# [TASK INSTRUCTIONS]
Only lines that contain the word "overflow" belong in the answer; copy them from the records below.

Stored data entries
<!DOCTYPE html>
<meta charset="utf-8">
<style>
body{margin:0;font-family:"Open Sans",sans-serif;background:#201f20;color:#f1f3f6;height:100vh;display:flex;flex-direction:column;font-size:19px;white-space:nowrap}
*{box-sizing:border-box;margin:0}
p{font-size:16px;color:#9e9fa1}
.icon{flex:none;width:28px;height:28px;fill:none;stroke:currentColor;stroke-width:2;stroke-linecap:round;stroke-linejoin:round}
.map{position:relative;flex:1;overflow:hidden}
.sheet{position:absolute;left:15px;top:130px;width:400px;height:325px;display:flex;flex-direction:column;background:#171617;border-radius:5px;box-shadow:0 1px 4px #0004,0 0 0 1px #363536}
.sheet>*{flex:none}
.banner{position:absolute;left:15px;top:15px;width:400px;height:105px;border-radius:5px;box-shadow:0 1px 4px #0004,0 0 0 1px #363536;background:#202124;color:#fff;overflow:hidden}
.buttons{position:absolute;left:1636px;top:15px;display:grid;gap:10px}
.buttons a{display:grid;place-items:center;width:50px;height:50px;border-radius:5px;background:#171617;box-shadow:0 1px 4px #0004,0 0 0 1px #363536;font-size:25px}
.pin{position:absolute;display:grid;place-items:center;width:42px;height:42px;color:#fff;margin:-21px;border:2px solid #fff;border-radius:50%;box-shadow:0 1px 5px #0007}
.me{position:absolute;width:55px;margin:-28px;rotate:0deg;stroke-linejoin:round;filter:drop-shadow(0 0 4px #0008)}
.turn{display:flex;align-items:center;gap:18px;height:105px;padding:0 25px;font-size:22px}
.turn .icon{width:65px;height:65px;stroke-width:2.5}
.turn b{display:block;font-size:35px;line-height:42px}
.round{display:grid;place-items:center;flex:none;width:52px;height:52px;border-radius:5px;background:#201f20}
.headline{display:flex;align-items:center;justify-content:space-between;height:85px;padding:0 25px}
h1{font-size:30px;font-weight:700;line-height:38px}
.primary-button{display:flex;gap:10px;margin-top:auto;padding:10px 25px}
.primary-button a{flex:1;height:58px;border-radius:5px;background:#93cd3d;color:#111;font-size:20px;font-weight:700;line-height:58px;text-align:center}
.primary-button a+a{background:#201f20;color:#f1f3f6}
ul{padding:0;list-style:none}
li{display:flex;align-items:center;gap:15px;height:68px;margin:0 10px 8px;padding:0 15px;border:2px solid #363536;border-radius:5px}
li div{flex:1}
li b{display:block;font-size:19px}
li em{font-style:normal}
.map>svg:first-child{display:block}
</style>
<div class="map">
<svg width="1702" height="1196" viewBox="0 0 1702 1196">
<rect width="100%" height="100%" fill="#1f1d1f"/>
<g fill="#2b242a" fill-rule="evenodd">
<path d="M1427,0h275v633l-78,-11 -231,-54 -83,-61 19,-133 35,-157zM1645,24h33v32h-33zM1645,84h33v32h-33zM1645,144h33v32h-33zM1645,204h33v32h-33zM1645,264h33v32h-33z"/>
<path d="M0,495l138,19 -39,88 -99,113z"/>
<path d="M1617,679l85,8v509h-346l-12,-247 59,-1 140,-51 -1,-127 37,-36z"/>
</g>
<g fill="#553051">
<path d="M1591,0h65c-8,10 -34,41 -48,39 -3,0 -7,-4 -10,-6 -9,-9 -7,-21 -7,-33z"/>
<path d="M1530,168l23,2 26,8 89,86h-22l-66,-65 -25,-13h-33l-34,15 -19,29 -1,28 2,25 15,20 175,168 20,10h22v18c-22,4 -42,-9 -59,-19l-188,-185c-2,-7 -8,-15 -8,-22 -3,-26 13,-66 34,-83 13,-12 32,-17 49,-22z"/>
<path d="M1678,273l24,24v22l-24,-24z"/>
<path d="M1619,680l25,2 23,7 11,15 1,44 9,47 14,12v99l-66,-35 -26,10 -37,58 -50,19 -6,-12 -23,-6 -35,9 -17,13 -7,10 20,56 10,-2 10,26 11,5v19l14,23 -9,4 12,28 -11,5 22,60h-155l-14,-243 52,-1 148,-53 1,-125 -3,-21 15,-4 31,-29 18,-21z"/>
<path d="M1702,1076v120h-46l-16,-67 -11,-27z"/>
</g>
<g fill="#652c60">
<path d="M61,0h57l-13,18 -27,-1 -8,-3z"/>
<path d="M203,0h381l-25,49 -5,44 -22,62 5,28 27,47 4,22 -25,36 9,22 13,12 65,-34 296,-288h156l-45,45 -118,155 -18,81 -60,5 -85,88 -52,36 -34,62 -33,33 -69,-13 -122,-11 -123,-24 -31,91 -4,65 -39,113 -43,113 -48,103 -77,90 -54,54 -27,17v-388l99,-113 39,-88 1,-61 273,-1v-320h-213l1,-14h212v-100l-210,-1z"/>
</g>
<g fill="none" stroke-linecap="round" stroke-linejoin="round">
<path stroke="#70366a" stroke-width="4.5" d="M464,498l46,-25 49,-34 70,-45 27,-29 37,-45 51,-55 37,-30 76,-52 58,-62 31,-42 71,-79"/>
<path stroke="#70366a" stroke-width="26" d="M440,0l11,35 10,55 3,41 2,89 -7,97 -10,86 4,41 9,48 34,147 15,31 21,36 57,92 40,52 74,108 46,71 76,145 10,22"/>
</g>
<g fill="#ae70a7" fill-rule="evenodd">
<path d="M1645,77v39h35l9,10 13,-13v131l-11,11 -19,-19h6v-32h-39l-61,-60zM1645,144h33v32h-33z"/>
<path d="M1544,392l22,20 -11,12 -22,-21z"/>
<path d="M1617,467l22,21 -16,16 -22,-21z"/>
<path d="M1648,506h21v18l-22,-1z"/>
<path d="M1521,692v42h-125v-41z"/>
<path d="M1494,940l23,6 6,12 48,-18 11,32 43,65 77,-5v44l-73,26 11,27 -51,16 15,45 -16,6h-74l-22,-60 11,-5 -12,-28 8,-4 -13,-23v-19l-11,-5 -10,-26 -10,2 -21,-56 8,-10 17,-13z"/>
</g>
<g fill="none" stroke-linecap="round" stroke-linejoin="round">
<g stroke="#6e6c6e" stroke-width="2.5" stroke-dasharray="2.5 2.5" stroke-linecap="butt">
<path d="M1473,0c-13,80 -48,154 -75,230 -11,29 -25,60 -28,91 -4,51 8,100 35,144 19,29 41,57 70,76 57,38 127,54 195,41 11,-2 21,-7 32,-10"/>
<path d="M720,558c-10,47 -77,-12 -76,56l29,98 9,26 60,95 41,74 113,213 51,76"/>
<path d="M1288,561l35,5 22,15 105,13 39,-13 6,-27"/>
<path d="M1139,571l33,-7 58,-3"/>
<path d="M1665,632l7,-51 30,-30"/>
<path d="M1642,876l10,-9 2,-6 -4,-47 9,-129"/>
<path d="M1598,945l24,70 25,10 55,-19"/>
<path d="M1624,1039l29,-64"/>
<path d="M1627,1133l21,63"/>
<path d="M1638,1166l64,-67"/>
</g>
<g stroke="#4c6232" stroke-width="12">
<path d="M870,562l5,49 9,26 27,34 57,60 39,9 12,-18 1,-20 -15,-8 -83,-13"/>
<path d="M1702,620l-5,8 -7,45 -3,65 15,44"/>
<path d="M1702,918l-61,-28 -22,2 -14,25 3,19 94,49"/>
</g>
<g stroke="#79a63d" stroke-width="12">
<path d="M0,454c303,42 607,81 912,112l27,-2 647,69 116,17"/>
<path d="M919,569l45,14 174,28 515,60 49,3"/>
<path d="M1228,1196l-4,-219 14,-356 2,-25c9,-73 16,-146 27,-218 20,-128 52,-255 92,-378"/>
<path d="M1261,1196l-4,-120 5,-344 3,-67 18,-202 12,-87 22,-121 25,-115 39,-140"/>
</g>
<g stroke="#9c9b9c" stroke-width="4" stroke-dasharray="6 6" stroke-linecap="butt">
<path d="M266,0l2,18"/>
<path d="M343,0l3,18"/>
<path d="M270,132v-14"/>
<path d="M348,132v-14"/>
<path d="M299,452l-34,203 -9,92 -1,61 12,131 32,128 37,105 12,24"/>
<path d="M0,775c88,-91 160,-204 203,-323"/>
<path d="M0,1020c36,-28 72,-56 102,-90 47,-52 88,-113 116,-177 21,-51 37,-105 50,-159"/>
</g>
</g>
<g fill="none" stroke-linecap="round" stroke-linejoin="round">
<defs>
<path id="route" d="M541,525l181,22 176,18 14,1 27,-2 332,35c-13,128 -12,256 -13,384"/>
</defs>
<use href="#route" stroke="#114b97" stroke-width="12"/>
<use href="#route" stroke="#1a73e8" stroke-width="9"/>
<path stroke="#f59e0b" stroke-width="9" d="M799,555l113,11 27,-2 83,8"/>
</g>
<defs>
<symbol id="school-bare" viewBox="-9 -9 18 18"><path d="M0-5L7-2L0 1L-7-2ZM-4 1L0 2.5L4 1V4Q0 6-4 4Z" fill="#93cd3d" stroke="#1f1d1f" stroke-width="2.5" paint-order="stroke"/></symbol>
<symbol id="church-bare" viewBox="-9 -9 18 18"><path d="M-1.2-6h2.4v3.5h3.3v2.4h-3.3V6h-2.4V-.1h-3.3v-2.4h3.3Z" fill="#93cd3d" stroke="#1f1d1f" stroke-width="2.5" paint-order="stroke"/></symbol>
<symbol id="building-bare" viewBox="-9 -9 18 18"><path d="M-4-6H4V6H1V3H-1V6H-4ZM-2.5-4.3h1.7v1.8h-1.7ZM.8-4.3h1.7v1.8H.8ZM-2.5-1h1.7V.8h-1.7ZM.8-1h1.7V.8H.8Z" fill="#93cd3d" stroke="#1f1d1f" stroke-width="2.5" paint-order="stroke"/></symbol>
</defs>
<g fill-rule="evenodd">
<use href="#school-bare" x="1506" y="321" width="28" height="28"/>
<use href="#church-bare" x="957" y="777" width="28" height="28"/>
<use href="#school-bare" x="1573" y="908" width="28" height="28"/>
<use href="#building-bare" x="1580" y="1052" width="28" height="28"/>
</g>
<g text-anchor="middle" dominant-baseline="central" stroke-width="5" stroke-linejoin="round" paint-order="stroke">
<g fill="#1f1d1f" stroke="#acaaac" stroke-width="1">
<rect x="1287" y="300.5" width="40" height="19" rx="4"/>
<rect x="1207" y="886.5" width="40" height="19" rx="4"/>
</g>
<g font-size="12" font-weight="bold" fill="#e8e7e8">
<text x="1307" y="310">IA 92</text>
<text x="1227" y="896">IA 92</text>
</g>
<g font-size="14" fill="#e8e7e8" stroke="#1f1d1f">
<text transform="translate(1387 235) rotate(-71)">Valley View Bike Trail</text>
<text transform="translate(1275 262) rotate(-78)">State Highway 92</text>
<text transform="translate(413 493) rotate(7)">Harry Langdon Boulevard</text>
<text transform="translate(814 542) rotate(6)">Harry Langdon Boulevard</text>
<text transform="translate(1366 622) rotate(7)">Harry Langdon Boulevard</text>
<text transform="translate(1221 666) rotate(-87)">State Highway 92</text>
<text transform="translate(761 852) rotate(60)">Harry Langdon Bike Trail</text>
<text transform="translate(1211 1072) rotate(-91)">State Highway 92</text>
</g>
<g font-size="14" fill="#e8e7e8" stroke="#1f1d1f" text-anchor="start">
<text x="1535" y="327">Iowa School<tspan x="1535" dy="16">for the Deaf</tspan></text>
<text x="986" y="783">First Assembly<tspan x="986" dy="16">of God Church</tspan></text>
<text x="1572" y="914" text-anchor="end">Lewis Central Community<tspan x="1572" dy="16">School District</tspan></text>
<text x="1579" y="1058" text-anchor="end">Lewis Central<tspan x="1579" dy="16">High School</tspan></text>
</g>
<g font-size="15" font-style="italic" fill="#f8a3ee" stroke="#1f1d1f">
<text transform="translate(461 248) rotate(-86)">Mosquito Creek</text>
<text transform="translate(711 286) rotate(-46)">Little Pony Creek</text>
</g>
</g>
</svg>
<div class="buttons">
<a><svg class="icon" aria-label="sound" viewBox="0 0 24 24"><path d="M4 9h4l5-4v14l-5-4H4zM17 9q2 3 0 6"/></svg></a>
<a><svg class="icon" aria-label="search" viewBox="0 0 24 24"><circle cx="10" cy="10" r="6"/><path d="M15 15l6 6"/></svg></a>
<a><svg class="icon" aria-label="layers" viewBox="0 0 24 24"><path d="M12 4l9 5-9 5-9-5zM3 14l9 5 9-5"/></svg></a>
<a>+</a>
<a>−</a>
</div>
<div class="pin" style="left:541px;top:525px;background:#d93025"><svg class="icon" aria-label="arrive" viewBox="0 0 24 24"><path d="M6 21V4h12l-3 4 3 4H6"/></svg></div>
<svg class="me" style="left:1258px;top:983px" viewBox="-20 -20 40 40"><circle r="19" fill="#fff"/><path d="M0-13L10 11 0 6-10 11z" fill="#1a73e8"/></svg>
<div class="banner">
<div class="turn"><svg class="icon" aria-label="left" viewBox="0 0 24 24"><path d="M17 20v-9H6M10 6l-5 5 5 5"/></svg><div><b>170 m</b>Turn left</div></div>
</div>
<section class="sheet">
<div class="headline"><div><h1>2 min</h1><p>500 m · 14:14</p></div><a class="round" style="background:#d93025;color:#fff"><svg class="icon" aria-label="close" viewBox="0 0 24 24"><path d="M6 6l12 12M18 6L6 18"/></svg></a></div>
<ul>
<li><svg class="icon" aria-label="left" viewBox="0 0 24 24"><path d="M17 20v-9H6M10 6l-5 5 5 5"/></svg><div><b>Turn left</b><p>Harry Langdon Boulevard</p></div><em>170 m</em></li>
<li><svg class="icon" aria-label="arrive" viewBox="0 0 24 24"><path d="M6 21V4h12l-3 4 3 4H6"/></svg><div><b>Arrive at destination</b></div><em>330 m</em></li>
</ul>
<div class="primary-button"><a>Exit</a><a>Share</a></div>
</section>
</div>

# [EXERCISE SOLUTION]
.map{position:relative;flex:1;overflow:hidden}
.banner{position:absolute;left:15px;top:15px;width:400px;height:105px;border-radius:5px;box-shadow:0 1px 4px #0004,0 0 0 1px #363536;background:#202124;color:#fff;overflow:hidden}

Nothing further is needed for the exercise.